Die Versorgung der Bevölkerung bleibt weiterhin problematisch. 1919 verfügt jede Person nur über 500 g Kartoffeln und 100 g Fleisch pro Tag und die Preise schnellen hoch. Es ist dringend notwendig, neue Kulturen anzubauen. Zunächst werden Chinesen und deutsche Kriegsgefangene für die Entminung der Ackerflächen eingesetzt; im Laufe der Demobilisierung werden diese dann durch zivile Entschärfer ersetzt.
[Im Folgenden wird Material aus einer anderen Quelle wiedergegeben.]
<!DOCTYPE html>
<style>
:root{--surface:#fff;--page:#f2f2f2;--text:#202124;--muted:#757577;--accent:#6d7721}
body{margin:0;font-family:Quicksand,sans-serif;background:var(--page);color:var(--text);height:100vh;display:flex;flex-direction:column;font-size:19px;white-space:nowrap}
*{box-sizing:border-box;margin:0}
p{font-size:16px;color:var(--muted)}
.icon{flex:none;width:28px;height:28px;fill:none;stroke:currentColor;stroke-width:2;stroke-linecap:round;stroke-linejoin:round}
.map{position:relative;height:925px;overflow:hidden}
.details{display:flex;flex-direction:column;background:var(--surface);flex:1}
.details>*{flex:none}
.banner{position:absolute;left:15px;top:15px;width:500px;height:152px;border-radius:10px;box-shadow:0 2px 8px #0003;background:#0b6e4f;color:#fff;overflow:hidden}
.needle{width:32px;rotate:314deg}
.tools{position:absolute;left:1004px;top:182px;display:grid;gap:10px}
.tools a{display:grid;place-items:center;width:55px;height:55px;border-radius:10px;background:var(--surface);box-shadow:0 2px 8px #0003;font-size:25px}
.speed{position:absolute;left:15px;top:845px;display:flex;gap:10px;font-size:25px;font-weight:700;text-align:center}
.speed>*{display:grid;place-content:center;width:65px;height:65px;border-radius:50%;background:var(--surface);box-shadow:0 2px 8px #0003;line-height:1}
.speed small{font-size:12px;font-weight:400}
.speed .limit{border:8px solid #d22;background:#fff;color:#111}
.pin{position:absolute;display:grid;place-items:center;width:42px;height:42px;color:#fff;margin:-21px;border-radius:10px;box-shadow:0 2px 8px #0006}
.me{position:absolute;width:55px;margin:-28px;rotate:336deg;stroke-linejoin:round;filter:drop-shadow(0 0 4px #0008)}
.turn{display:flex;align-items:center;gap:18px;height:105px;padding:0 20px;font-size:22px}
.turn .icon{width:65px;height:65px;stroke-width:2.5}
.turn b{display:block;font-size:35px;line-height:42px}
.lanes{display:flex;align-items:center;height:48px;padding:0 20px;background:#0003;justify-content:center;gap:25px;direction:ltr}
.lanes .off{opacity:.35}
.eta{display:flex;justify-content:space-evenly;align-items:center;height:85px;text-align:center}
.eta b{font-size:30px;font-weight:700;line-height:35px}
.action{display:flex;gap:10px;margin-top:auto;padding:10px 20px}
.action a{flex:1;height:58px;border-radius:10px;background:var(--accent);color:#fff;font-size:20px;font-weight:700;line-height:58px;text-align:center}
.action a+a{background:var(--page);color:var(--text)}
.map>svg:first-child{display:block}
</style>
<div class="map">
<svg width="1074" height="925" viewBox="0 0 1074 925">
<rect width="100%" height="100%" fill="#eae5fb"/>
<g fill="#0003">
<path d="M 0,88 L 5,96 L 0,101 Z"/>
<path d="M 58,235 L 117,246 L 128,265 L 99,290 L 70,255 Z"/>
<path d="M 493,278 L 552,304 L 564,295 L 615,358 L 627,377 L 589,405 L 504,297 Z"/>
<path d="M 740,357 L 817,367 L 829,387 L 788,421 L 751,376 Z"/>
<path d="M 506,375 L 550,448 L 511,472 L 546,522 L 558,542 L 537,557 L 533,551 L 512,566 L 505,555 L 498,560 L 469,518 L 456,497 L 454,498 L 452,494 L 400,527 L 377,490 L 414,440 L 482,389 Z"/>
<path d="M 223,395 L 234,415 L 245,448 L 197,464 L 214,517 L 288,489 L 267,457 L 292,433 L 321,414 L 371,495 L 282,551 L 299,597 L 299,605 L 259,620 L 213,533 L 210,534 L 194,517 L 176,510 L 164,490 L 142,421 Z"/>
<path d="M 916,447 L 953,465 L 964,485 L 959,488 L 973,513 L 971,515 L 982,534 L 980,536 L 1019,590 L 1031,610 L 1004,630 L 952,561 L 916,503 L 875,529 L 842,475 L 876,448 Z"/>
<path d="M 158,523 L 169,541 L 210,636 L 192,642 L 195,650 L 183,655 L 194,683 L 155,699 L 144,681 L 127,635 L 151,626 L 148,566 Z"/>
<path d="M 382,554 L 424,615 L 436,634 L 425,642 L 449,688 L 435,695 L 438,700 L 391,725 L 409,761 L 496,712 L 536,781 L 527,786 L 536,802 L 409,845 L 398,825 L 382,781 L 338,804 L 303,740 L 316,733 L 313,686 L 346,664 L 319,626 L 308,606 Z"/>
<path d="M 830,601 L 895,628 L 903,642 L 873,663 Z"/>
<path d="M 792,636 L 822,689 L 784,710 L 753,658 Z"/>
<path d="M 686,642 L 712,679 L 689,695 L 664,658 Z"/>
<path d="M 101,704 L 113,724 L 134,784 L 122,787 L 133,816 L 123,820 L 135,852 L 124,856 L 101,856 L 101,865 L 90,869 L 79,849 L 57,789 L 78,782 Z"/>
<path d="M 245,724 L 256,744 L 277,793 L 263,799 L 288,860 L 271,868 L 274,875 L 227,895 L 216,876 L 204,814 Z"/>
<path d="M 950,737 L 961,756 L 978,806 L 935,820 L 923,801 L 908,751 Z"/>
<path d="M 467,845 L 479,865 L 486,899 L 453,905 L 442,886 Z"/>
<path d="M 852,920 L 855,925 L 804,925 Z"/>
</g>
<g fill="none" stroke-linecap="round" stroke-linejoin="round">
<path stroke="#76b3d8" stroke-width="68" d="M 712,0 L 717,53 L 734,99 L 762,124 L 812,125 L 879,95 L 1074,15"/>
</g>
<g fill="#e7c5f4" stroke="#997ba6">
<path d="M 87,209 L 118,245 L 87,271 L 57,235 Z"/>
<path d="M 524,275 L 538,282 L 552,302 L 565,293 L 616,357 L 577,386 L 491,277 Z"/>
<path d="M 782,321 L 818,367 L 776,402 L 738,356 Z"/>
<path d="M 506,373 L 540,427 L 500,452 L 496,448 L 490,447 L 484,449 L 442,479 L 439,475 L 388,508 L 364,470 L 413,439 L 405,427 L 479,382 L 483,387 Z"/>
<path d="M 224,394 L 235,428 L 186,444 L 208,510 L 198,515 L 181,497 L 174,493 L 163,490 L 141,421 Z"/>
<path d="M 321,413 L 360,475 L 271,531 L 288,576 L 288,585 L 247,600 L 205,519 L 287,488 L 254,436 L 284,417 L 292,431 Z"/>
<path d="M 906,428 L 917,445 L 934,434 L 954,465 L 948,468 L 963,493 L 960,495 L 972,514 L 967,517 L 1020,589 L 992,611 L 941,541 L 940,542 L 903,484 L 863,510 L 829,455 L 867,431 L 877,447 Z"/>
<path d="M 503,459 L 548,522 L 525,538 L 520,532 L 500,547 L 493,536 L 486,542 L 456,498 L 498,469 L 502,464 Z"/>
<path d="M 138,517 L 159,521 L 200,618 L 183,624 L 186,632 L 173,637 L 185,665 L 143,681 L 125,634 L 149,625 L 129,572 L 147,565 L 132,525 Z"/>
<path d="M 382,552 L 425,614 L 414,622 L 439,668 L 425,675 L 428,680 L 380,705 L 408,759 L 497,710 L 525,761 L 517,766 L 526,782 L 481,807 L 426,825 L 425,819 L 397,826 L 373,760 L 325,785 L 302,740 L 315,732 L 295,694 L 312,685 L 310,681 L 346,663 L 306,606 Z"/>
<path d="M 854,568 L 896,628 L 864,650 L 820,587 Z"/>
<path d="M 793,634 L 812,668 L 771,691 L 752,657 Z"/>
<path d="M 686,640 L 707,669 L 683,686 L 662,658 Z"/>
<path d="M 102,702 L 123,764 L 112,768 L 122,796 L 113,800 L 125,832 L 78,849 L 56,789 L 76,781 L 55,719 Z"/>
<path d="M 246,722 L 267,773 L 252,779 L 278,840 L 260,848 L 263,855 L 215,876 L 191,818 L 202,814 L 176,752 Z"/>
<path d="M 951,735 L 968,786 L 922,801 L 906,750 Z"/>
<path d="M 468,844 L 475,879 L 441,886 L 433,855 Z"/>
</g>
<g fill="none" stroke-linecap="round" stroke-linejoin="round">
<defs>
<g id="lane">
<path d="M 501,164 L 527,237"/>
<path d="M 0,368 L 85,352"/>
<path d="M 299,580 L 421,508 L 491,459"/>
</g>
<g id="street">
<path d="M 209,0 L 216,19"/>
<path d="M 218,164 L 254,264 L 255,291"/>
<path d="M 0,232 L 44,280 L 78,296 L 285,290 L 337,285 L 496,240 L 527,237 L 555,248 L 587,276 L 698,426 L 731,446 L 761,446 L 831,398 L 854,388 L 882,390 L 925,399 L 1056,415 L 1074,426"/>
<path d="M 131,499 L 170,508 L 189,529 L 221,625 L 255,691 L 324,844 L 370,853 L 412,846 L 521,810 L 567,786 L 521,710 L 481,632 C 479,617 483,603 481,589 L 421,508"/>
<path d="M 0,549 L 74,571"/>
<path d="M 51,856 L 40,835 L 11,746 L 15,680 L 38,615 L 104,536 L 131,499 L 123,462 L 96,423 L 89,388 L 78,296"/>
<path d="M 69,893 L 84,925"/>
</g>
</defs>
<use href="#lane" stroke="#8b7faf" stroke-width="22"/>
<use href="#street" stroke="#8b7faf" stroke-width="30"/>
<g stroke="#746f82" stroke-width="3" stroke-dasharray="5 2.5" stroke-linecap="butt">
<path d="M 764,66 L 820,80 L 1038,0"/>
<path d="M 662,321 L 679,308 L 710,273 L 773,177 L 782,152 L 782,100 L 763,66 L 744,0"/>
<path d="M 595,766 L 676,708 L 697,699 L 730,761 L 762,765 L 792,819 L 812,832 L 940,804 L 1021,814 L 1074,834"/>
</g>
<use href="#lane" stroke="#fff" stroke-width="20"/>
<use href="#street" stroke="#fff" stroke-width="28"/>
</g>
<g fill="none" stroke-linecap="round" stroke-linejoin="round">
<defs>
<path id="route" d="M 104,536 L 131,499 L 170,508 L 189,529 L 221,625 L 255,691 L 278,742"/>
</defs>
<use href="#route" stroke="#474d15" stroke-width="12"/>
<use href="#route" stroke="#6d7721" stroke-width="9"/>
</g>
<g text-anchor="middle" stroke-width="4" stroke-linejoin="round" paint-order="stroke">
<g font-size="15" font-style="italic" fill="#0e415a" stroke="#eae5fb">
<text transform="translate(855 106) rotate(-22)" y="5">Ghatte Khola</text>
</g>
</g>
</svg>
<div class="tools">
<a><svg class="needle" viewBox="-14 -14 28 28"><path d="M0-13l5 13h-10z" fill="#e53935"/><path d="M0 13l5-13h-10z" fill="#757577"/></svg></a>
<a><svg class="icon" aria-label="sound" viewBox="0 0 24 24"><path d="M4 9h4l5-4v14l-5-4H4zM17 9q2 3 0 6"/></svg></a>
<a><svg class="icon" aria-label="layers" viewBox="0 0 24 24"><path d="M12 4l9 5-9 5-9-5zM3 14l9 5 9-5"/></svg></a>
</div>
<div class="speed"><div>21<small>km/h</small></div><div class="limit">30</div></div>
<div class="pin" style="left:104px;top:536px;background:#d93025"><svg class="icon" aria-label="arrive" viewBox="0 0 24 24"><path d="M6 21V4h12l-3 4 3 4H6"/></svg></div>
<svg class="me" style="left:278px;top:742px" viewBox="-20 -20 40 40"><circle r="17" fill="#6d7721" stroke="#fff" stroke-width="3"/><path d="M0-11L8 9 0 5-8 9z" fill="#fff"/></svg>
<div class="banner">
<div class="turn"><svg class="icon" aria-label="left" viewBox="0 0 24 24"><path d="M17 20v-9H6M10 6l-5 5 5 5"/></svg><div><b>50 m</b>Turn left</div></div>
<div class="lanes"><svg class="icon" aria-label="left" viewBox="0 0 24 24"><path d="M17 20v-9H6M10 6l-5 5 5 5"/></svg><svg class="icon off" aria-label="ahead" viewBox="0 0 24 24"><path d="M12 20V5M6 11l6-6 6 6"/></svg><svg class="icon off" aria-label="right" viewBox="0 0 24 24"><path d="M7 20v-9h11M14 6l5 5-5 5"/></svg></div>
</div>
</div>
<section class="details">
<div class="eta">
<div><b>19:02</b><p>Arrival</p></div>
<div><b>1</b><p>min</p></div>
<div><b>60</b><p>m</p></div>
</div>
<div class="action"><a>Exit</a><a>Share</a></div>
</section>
Der Ausrüstungsdienst und private Unternehmen werden mit der Entfernung von Stacheldrähten und Munitionen beauftragt; Landbesitzer und Bauern schütten Schützengraben und unterirdische Tunnels zu. Die inmitten der Felder gelegenen Blockhäuser werden erhalten und die Eigentümer für den Landverlust entschädigt. Ab dem Frühling 1920 werden die ersten Aussaaten vorgenommen. Das Amt für den landwirtschaftlichen Wiederaufbau („Office de la Reconstruction Agricole, O.R.A.“) beschafft den Landwirten Tiere, um ihren Viehbestand wiederherzustellen, sowie verschiedene Landmaschinen. Es wird geschätzt, dass 1923 80% des 1912 vorhandenen Viehbestands wiedererlangt worden ist und die wichtigsten Kulturen ihre Fläche der Vorkriegszeit wieder eingenommen haben. Am Ende der 20er Jahre erzielt die Landwirtschaft Ertragsrekorde. Da die ehemaligen Grenzen der Grundstücke durch den Krieg verwischt worden sind, ist es notwendig, diese wiederherzustellen, doch aufgrund der Vorbehalte der Landwirte schafft man es nicht, eine tiefgründige Flurbereinigung vorzunehmen.